Dans le fond, je réalisais qu'après tant d'années, je commençais à m'impatienter et encore quelques jours avant je me serais bien imaginé finir par aimer quelqu'un s'il me venait, beaucoup plus proche que mon pianiste lointain. Mais tout avait basculé peu à peu. Une série de rencontres enchaînées, opportunes. Est-ce donc ce genre de choses qui sont guidées par le destin ou dans le fond, était-ce moi même qui m'étais conduit à tout ça ? Je soupirai en m'affalant sur ma table, attirant quelques regards curieux qui s'éclipsèrent bien vite en constatant que ce n'était que ce pauvre JiMin qui n'écoutait pas.

Je me sentais mal. Je n'avais pas l'impression d'avoir mérité tout cela mais, après tout, qui d'autre serait plus digne que moi ? Je n'osais même pas me poser la question. Mais YoonGi était si proche désormais que cette proximité lui faisait perdre la valeur que j'avais construite autour de sa personne. Il ne brillait plus autant. Il m'était plus accessible. Je saisis mes cheveux entre mes doigts et les tirai légèrement, exerçant une légère pression sur mon crâne.

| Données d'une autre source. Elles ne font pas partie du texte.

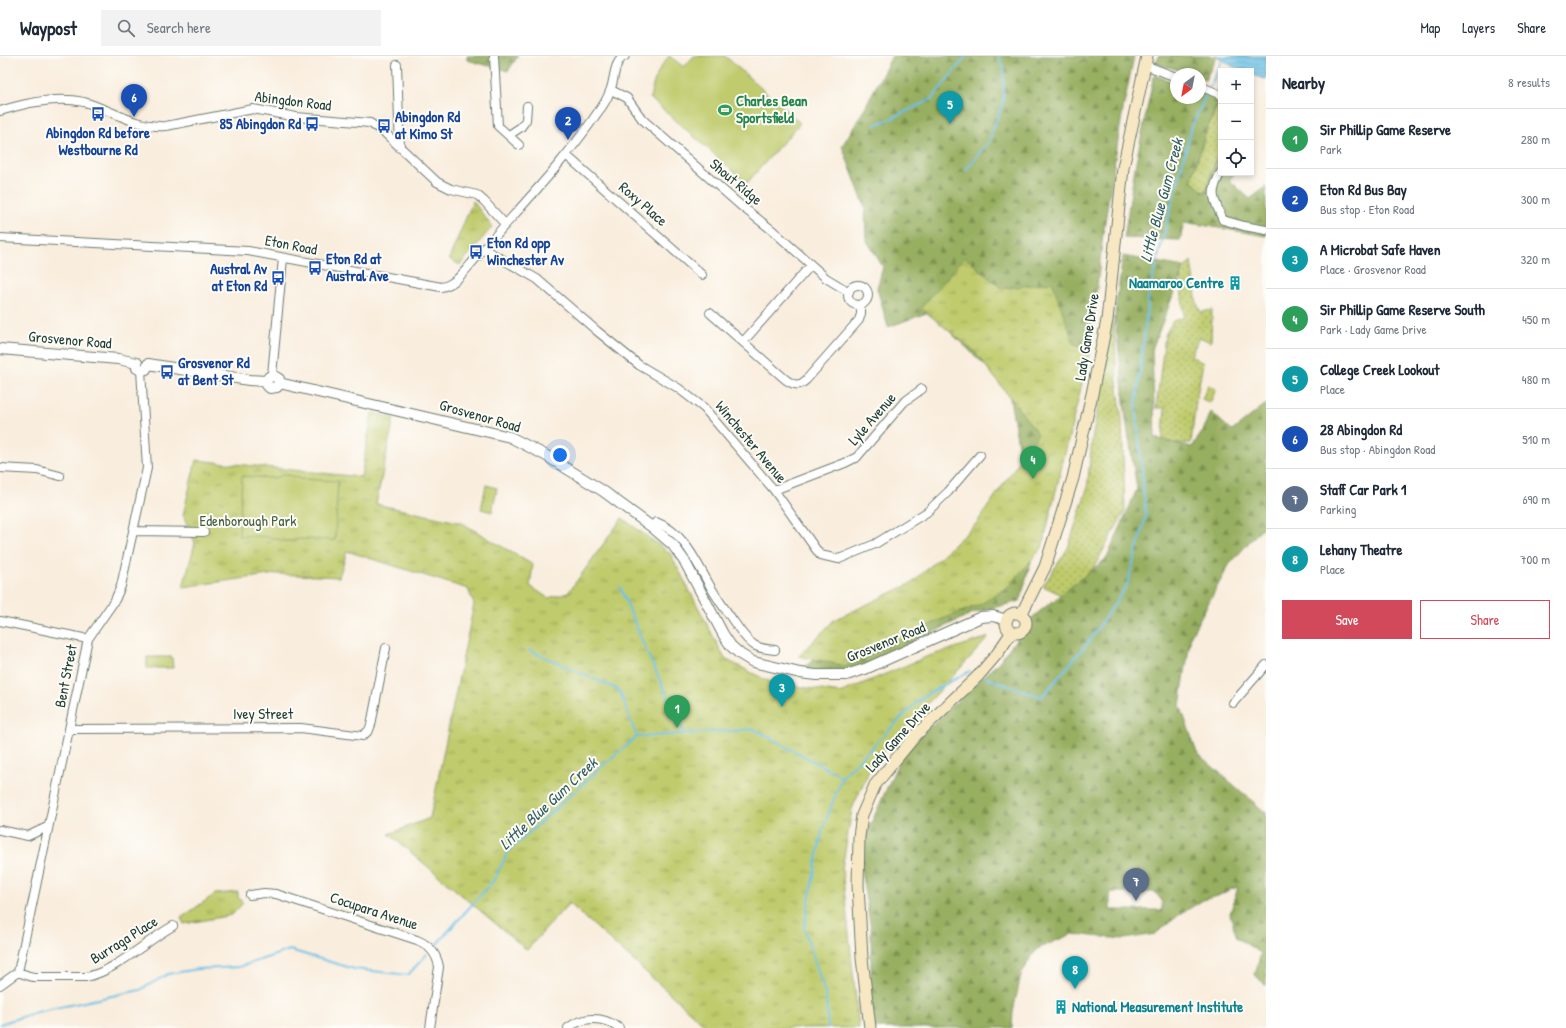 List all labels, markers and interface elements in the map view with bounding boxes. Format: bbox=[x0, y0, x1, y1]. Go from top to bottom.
search box bbox=[101, 10, 381, 46]
text: Waypost bbox=[20, 15, 77, 41]
icon: search bbox=[115, 17, 137, 39]
text: Search here bbox=[147, 17, 211, 38]
text: Map bbox=[1420, 18, 1440, 37]
text: Layers bbox=[1462, 18, 1495, 37]
text: Share bbox=[1517, 18, 1546, 37]
north arrow bbox=[1170, 68, 1206, 104]
map controls bbox=[1218, 68, 1254, 176]
button: + bbox=[1218, 68, 1254, 104]
text: Nearby bbox=[1282, 71, 1325, 94]
text: 8 results bbox=[1508, 73, 1550, 91]
pin: 6 bbox=[121, 84, 147, 117]
street label: Abingdon Road bbox=[254, 85, 333, 116]
place label: Charles Bean Sportsfield bbox=[736, 90, 808, 129]
pin: 5 bbox=[937, 91, 963, 124]
sports icon: Charles Bean Sportsfield bbox=[717, 102, 733, 118]
button: − bbox=[1218, 104, 1254, 140]
bus stop icon: Abingdon Rd before Westbourne Rd bbox=[90, 106, 106, 122]
place label: Abingdon Rd at Kimo St bbox=[395, 106, 460, 144]
pin: 2 bbox=[555, 107, 581, 140]
place label: 85 Abingdon Rd bbox=[220, 113, 301, 135]
bus stop icon: 85 Abingdon Rd bbox=[304, 116, 320, 132]
bus stop icon: Abingdon Rd at Kimo St bbox=[376, 118, 392, 134]
text: Sir Phillip Game Reserve bbox=[1320, 119, 1451, 140]
place label: Abingdon Rd before Westbourne Rd bbox=[46, 122, 150, 160]
text: 1 bbox=[1293, 130, 1297, 148]
text: 280 m bbox=[1521, 130, 1550, 148]
water label: Little Blue Gum Creek bbox=[1134, 135, 1188, 264]
button: locate bbox=[1218, 140, 1254, 176]
text: Park bbox=[1320, 140, 1342, 158]
street label: Shout Ridge bbox=[706, 153, 767, 210]
street label: Roxy Place bbox=[614, 177, 672, 231]
text: Eton Rd Bus Bay bbox=[1320, 179, 1407, 200]
text: 2 bbox=[1292, 190, 1298, 208]
text: 300 m bbox=[1521, 190, 1550, 208]
text: Bus stop · Eton Road bbox=[1320, 200, 1414, 218]
street label: Eton Road bbox=[263, 229, 319, 260]
place label: Eton Rd opp Winchester Av bbox=[487, 232, 565, 270]
text: A Microbat Safe Haven bbox=[1320, 239, 1441, 260]
bus stop icon: Eton Rd opp Winchester Av bbox=[468, 244, 484, 260]
place label: Eton Rd at Austral Ave bbox=[326, 248, 389, 286]
text: 3 bbox=[1292, 250, 1298, 268]
text: 320 m bbox=[1520, 250, 1550, 268]
place label: Austral Av at Eton Rd bbox=[210, 258, 268, 296]
bus stop icon: Eton Rd at Austral Ave bbox=[307, 260, 323, 276]
text: Place · Grosvenor Road bbox=[1320, 260, 1426, 278]
bus stop icon: Austral Av at Eton Rd bbox=[270, 270, 286, 286]
place label: Naamaroo Centre bbox=[1129, 272, 1224, 293]
building icon: Naamaroo Centre bbox=[1227, 275, 1243, 291]
street label: Lady Game Drive bbox=[1069, 292, 1104, 382]
text: Sir Phillip Game Reserve South bbox=[1320, 299, 1485, 320]
text: 4 bbox=[1293, 310, 1297, 328]
text: 450 m bbox=[1522, 310, 1550, 328]
text: Park · Lady Game Drive bbox=[1320, 320, 1427, 338]
street label: Grosvenor Road bbox=[28, 325, 113, 354]
place label: Grosvenor Rd at Bent St bbox=[178, 352, 250, 390]
text: College Creek Lookout bbox=[1320, 359, 1440, 380]
bus stop icon: Grosvenor Rd at Bent St bbox=[159, 364, 175, 380]
text: 5 bbox=[1292, 370, 1298, 388]
text: 480 m bbox=[1522, 370, 1550, 388]
text: Place bbox=[1320, 380, 1345, 398]
street label: Lyle Avenue bbox=[843, 388, 900, 449]
street label: Grosvenor Road bbox=[437, 394, 523, 437]
street label: Winchester Avenue bbox=[711, 396, 792, 487]
text: 28 Abingdon Rd bbox=[1320, 419, 1402, 440]
text: 6 bbox=[1292, 430, 1298, 448]
text: 510 m bbox=[1522, 430, 1550, 448]
text: Bus stop · Abingdon Road bbox=[1320, 440, 1435, 458]
your location bbox=[550, 445, 570, 465]
pin: 4 bbox=[1020, 446, 1046, 479]
text: Staff Car Park 1 bbox=[1320, 479, 1407, 500]
text: 7 bbox=[1292, 490, 1298, 508]
text: 690 m bbox=[1522, 490, 1550, 508]
text: Parking bbox=[1320, 500, 1356, 518]
park label: Edenborough Park bbox=[200, 510, 296, 531]
text: Lehany Theatre bbox=[1320, 539, 1402, 560]
text: 8 bbox=[1292, 550, 1298, 568]
text: 700 m bbox=[1520, 550, 1550, 568]
text: Place bbox=[1320, 560, 1345, 578]
button: Save bbox=[1282, 600, 1412, 639]
button: Share bbox=[1420, 600, 1550, 639]
street label: Grosvenor Road bbox=[843, 616, 929, 667]
street label: Bent Street bbox=[49, 642, 82, 709]
pin: 3 bbox=[769, 674, 795, 707]
pin: 1 bbox=[664, 695, 690, 728]
street label: Lady Game Drive bbox=[860, 697, 935, 776]
street label: Ivey Street bbox=[233, 703, 294, 724]
water label: Little Blue Gum Creek bbox=[494, 751, 603, 854]
pin: 7 bbox=[1123, 868, 1149, 901]
street label: Cocupara Avenue bbox=[327, 886, 421, 935]
street label: Burraga Place bbox=[86, 911, 162, 969]
pin: 8 bbox=[1062, 956, 1088, 989]
place label: National Measurement Institute bbox=[1072, 996, 1243, 1017]
building icon: National Measurement Institute bbox=[1053, 999, 1069, 1015]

« Park Jimin, je dois vous faire sortir ?

Je réalisais que presque la moitié de mon corps était allongé sur mon bureau dans une position à la limite de la décence et que, pire que les furtifs regards de tout à l'heure, c'était tout l'amphi qui était suspendu à mes lèvres, attendant une réponse épique de ma part, comme à mon habitude.

— Mhhnon.»

Personne ne releva et ils me laissèrent continuer à mourir depuis le fond de salle. Finalement, ce n'était pas mon amour pour lui qu'il fallait remettre en cause mais plutôt mon expérience antérieure. Oui, je dois avoir peur de l'aimer.

La sonnerie finit par retentir, me faisant sortir rapidement par réflexe tout en grommelant après avoir croisé mon reflet dans la porte vitrée ; J'étais plus décoiffé qu'au réveil. Je filai dans le hall, pour me terrer dans un de ses coins avant tout le monde, écouteurs vissés aux oreilles. La vie est tellement plus intéressante quand on n'est pas coincé entre quatre murs, pourquoi faut-il que les études soient ainsi ?

***

« Le conservatoire, c'est plus rapide de s'y rendre en voiture qu'à pied, monsieur Park.

Je sortais tout juste de mon dernier cours de sciences. Je venais à peine de faire cent mètres après avoir passé la grille, d'avoir bravé les nuages blancs de nicotine, que j'entendis une voiture arriver, ralentir et s'arrêter à quelques pas de ma personne. J'avoue que les mises en gardes maternelles avaient, à la longue, créé une sorte de crainte naturelle de ce genre de situation et je mis quand même un moment à oser regarder le conducteur.

Non, sans blague ?
  Mauvaise journée ? demanda narquoisement le brun.
  Pas plus que d'habitude.»

Je claquai la portière avec une agréable impression de déjà vu puis basculai en arrière pour venir heurter le repose-tête.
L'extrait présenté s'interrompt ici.